How do you evaluate the definite integral #int dx / ( x(sqrt(ln(x)))# from #[e, e^81]#?

2 Answers
Jul 23, 2016

#int_e^(e^81)dx/(xsqrtln(x))=16#

Explanation:

We want to find:

#int_e^(e^81)dx/(xsqrtln(x))#

We will want to use substitution. Note that if we let #u=ln(x)#, then #(du)/dx=1/x# and #du=dx/x#, which is currently present in the integral.

Before making these substitutions, note that making the substitutions will necessitate that the boundaries change. To change them, plug the current bounds into #u=ln(x)#.

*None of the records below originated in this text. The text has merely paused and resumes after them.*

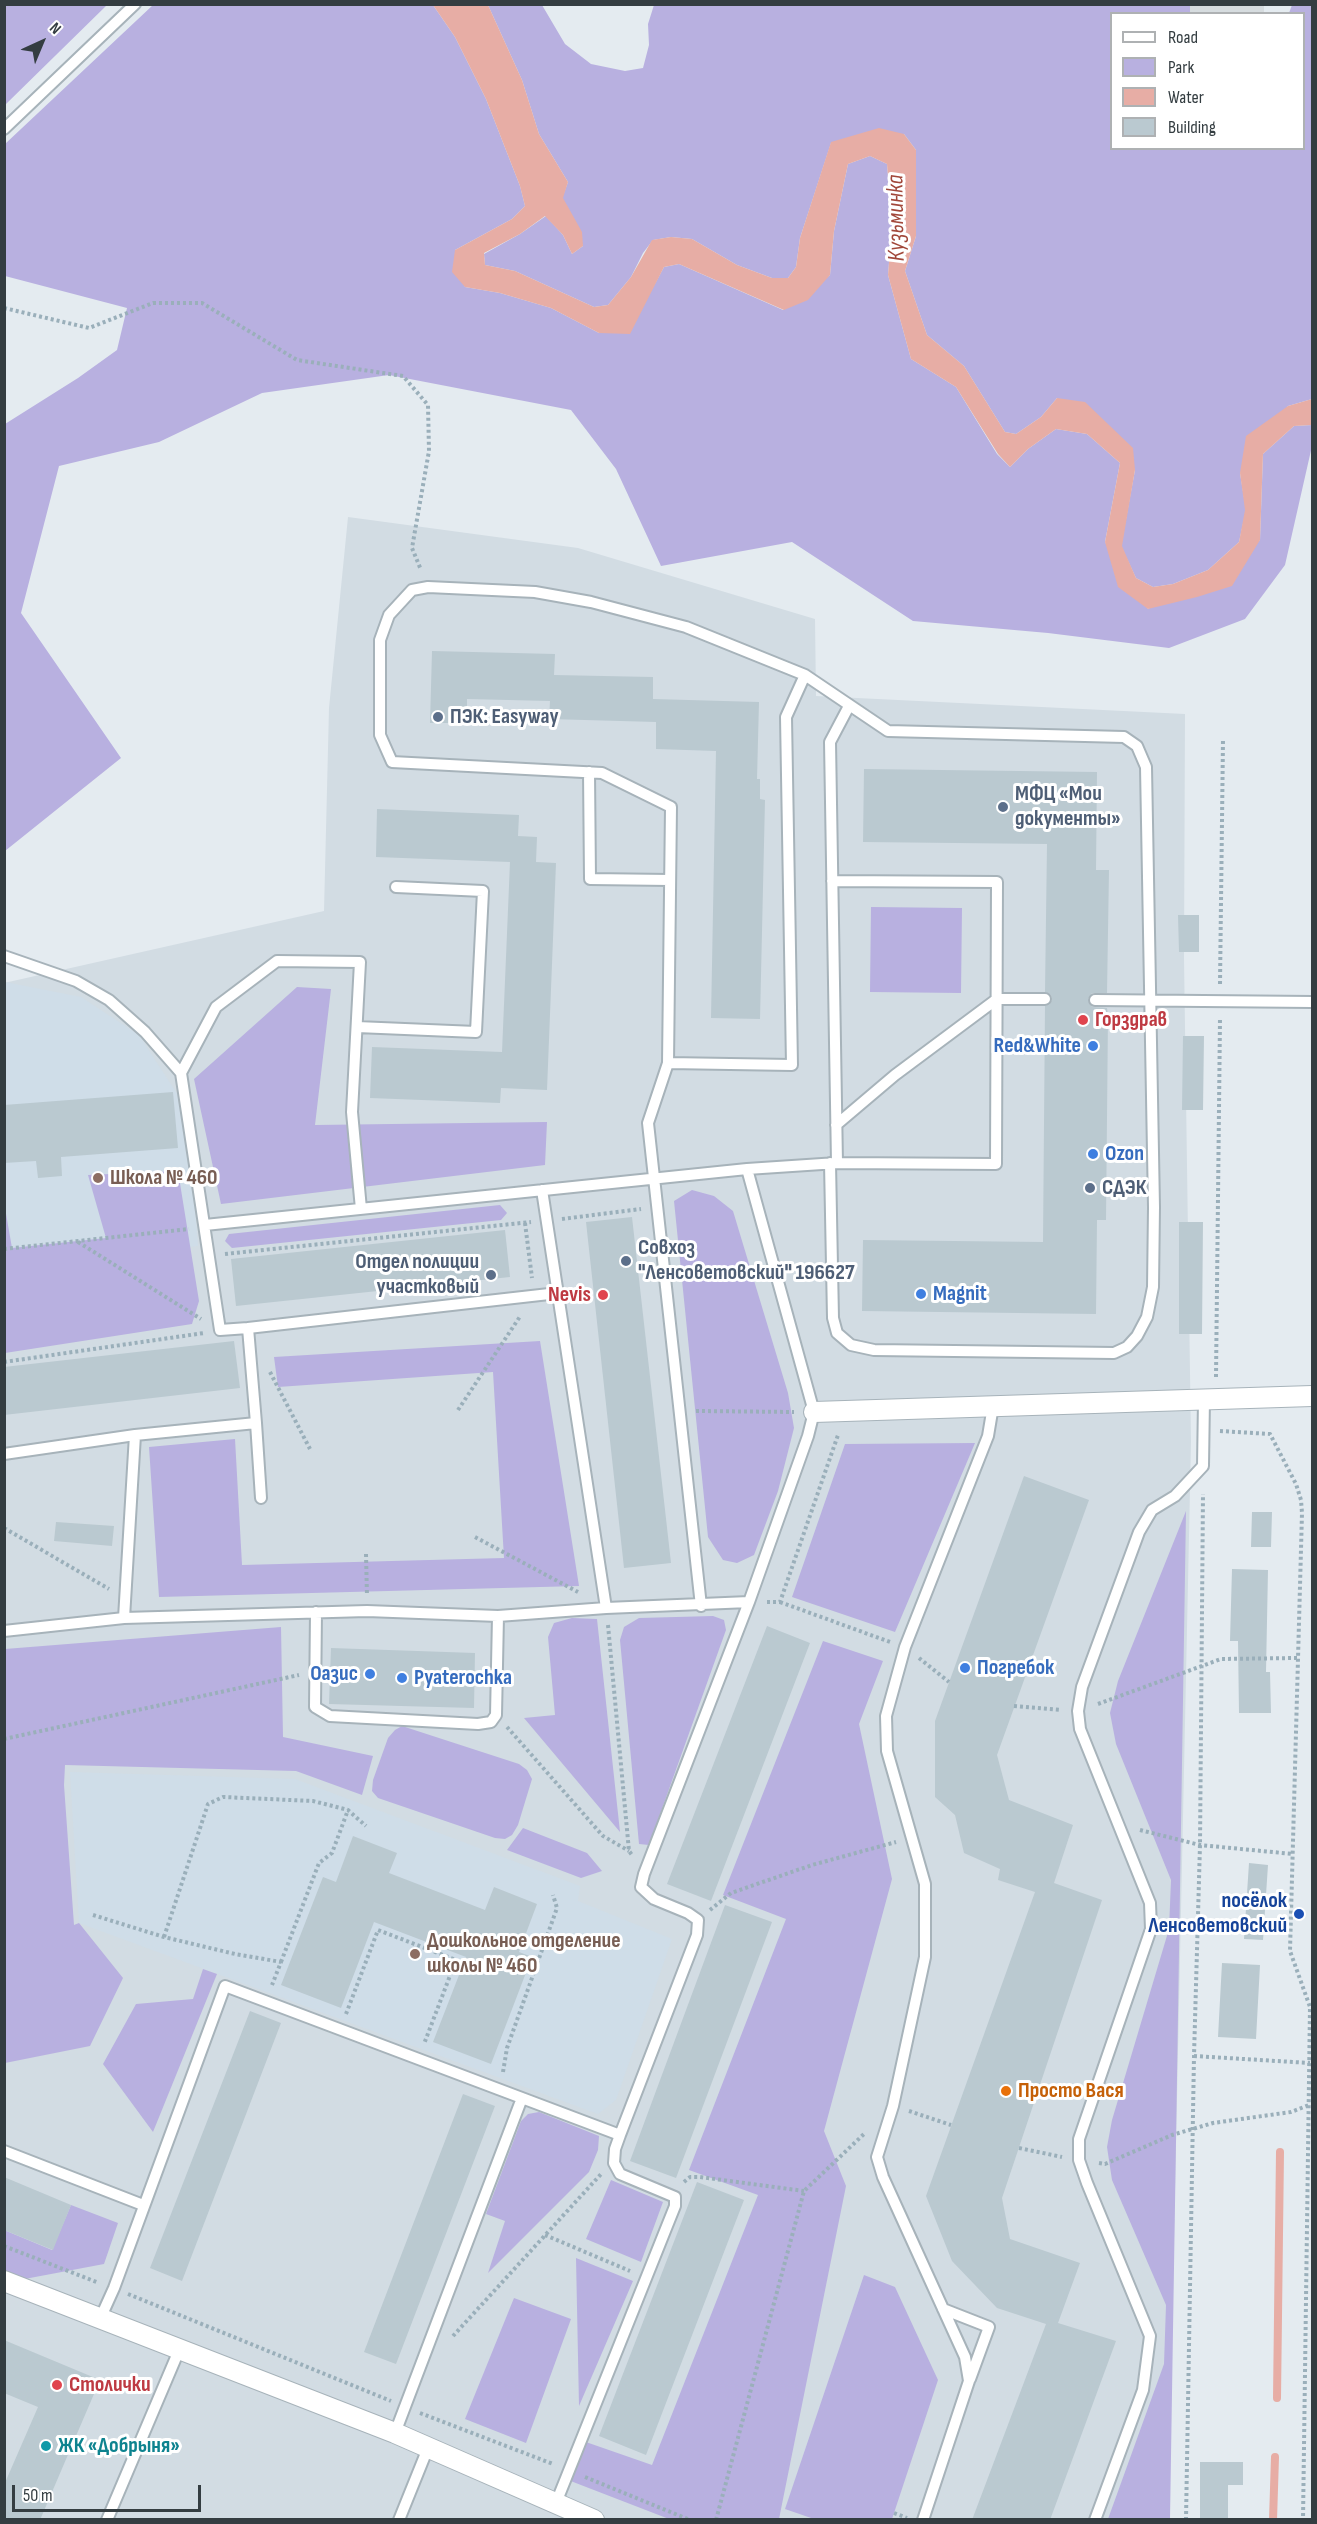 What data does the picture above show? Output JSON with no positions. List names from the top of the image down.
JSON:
{
  "water": ["Кузьминка"],
  "places": [
    "ПЭК: Easyway",
    "МФЦ «Мои документы»",
    "Горздрав",
    "Red&White",
    "Ozon",
    "Школа № 460",
    "СДЭК",
    "Совхоз \"Ленсоветовский\" 196627",
    "Отдел полиции участковый",
    "Magnit",
    "Nevis",
    "Погребок",
    "Оазис",
    "Pyaterochka",
    "посёлок Ленсоветовский",
    "Дошкольное отделение школы № 460",
    "Просто Вася",
    "Столички",
    "ЖК «Добрыня»"
  ],
  "legend": [
    "Road",
    "Park",
    "Water",
    "Building"
  ],
  "scale_bar": "50 m",
  "north": "top right"
} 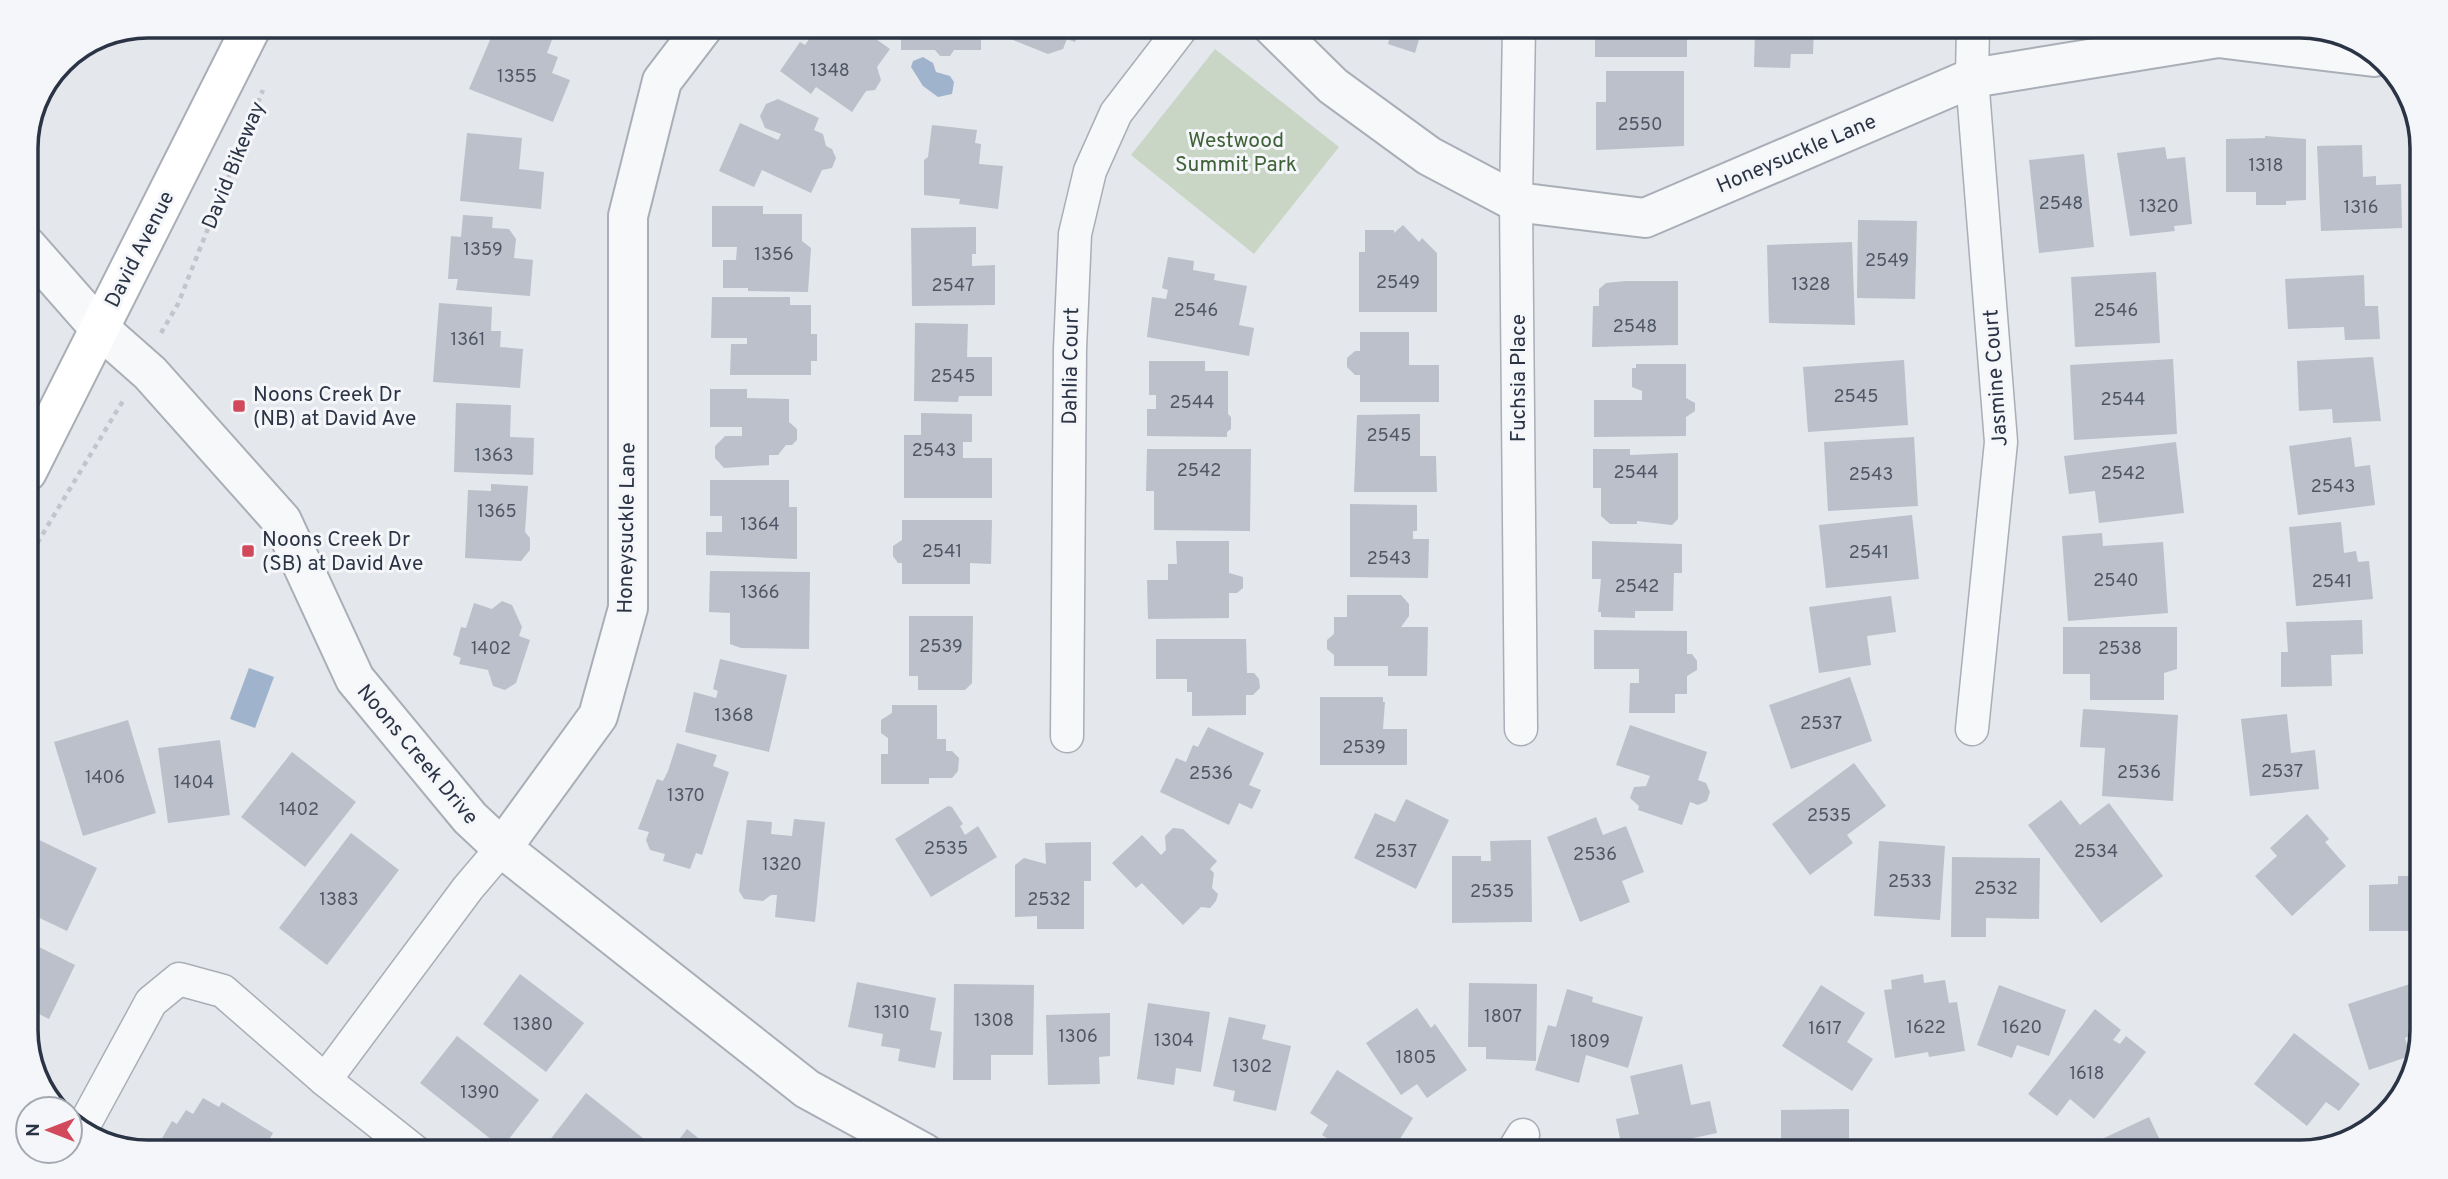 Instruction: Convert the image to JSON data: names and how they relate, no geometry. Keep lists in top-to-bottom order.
{
  "streets": {
    "main road": ["David Avenue"],
    "street": [
      "Honeysuckle Lane",
      "Dahlia Court",
      "Fuchsia Place",
      "Jasmine Court",
      "Noons Creek Drive"
    ],
    "path": ["David Bikeway"]
  },
  "crossings": [
    ["Honeysuckle Lane", "Fuchsia Place"],
    ["Honeysuckle Lane", "Jasmine Court"],
    ["Honeysuckle Lane", "Noons Creek Drive"],
    ["David Avenue", "Noons Creek Drive"]
  ],
  "parks": ["Westwood Summit Park"],
  "places": {
    "transit": ["Noons Creek Dr (NB) at David Ave", "Noons Creek Dr (SB) at David Ave"]
  },
  "house_numbers": [
    "1348",
    "1355",
    "2550",
    "1318",
    "2548",
    "1320",
    "1316",
    "1359",
    "1356",
    "2549",
    "2549",
    "1328",
    "2547",
    "2546",
    "2546",
    "2548",
    "1361",
    "2545",
    "2545",
    "2544",
    "2544",
    "2545",
    "2543",
    "1363",
    "2542",
    "2544",
    "2542",
    "2543",
    "2543",
    "1365",
    "1364",
    "2541",
    "2541",
    "2543",
    "2540",
    "2541",
    "2542",
    "1366",
    "2539",
    "1402",
    "2538",
    "1368",
    "2537",
    "2539",
    "2537",
    "2536",
    "2536",
    "1406",
    "1404",
    "1370",
    "1402",
    "2535",
    "2535",
    "2537",
    "2534",
    "2536",
    "1320",
    "2533",
    "2532",
    "2535",
    "1383",
    "2532",
    "1310",
    "1807",
    "1308",
    "1380",
    "1622",
    "1620",
    "1617",
    "1306",
    "1304",
    "1809",
    "1805",
    "1302",
    "1618",
    "1390"
  ],
  "north": "left"
} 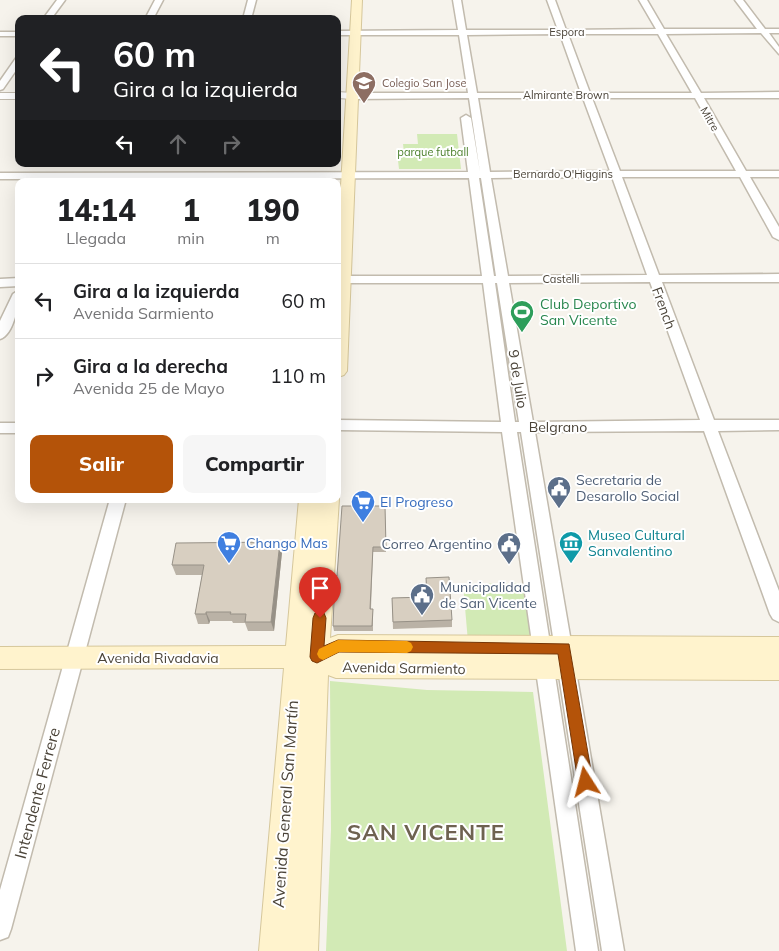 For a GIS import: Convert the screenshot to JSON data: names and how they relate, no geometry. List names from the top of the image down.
{
  "streets": {
    "main road": ["Avenida Rivadavia", "Avenida Sarmiento", "Avenida General San Martín"],
    "street": [
      "Espora",
      "Almirante Brown",
      "Mitre",
      "Bernardo O'Higgins",
      "Castelli",
      "French",
      "9 de Julio",
      "Belgrano",
      "Intendente Ferrere"
    ]
  },
  "crossings": [
    ["Espora", "Mitre"],
    ["Espora", "French"],
    ["Espora", "9 de Julio"],
    ["Almirante Brown", "Mitre"],
    ["Almirante Brown", "French"],
    ["Almirante Brown", "9 de Julio"],
    ["Mitre", "Bernardo O'Higgins"],
    ["Bernardo O'Higgins", "French"],
    ["Bernardo O'Higgins", "9 de Julio"],
    ["Castelli", "French"],
    ["Castelli", "9 de Julio"],
    ["French", "Belgrano"],
    ["9 de Julio", "Belgrano"],
    ["9 de Julio", "Avenida Sarmiento"],
    ["Avenida Rivadavia", "Avenida Sarmiento"],
    ["Avenida Rivadavia", "Intendente Ferrere"],
    ["Avenida Rivadavia", "Avenida General San Martín"],
    ["Avenida Sarmiento", "Avenida General San Martín"]
  ],
  "districts": ["SAN VICENTE"],
  "parks": ["parque futball"],
  "places": {
    "school or university": ["Colegio San Jose"],
    "sports": ["Club Deportivo San Vicente"],
    "public building": ["Secretaria de Desarollo Social", "Correo Argentino", "Municipalidad de San Vicente"],
    "supermarket": ["El Progreso", "Chango Mas"],
    "museum": ["Museo Cultural Sanvalentino"]
  },
  "page": {
    "turn": ["60 m", "Gira a la izquierda"],
    "eta": [
      "14:14",
      "Llegada",
      "1",
      "min",
      "190",
      "m"
    ],
    "list": [
      {
        "name": "Gira a la izquierda",
        "note": "Avenida Sarmiento",
        "value": "60 m"
      },
      {
        "name": "Gira a la derecha",
        "note": "Avenida 25 de Mayo",
        "value": "110 m"
      }
    ],
    "buttons": ["Salir", "Compartir"]
  }
}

We see that #e# becomes #u(e)=ln(e)=1# and #e^81# becomes #u(e^81)=ln(e^81)=81#.

Thus, since #color(red)(u=ln(x))# and #color(blue)(du=dx/x)#:

#int_e^(e^81)color(blue)dx/(color(blue)xsqrtcolor(red)ln(x))=int_1^81(du)/sqrtu#

Rewrite the integral:

#int_1^81(du)/sqrtu=int_1^81u^(-1/2)du#

Which can be integrated using the rule:

#int_a^bu^ndu=[u^(n+1)/(n+1)]_a^b" "" ",n!=-1#

So:

#int_1^81u^(-1/2)du=[u^(-1/2+1)/(-1/2+1)]_1^81=[2sqrtu]_1^81=2sqrt81-2sqrt1=16#

Jul 23, 2016

16

Explanation:

just as an alternative approach,

for #int_e^(e^81)dx/(xsqrtln(x))#

if you recognise the pattern

#d/dx (sqrtln(x) )#

#= 1/2 1/ sqrt (ln( x)) * 1/x#

then the integral is

#int_e^(e^81) d/dx (2 sqrtln(x)) \ dx#

#=2 [ sqrtln(x) ]_e^(e^81)#

#2( [ sqrt(81)] - [ sqrt(1) ] ) = 16#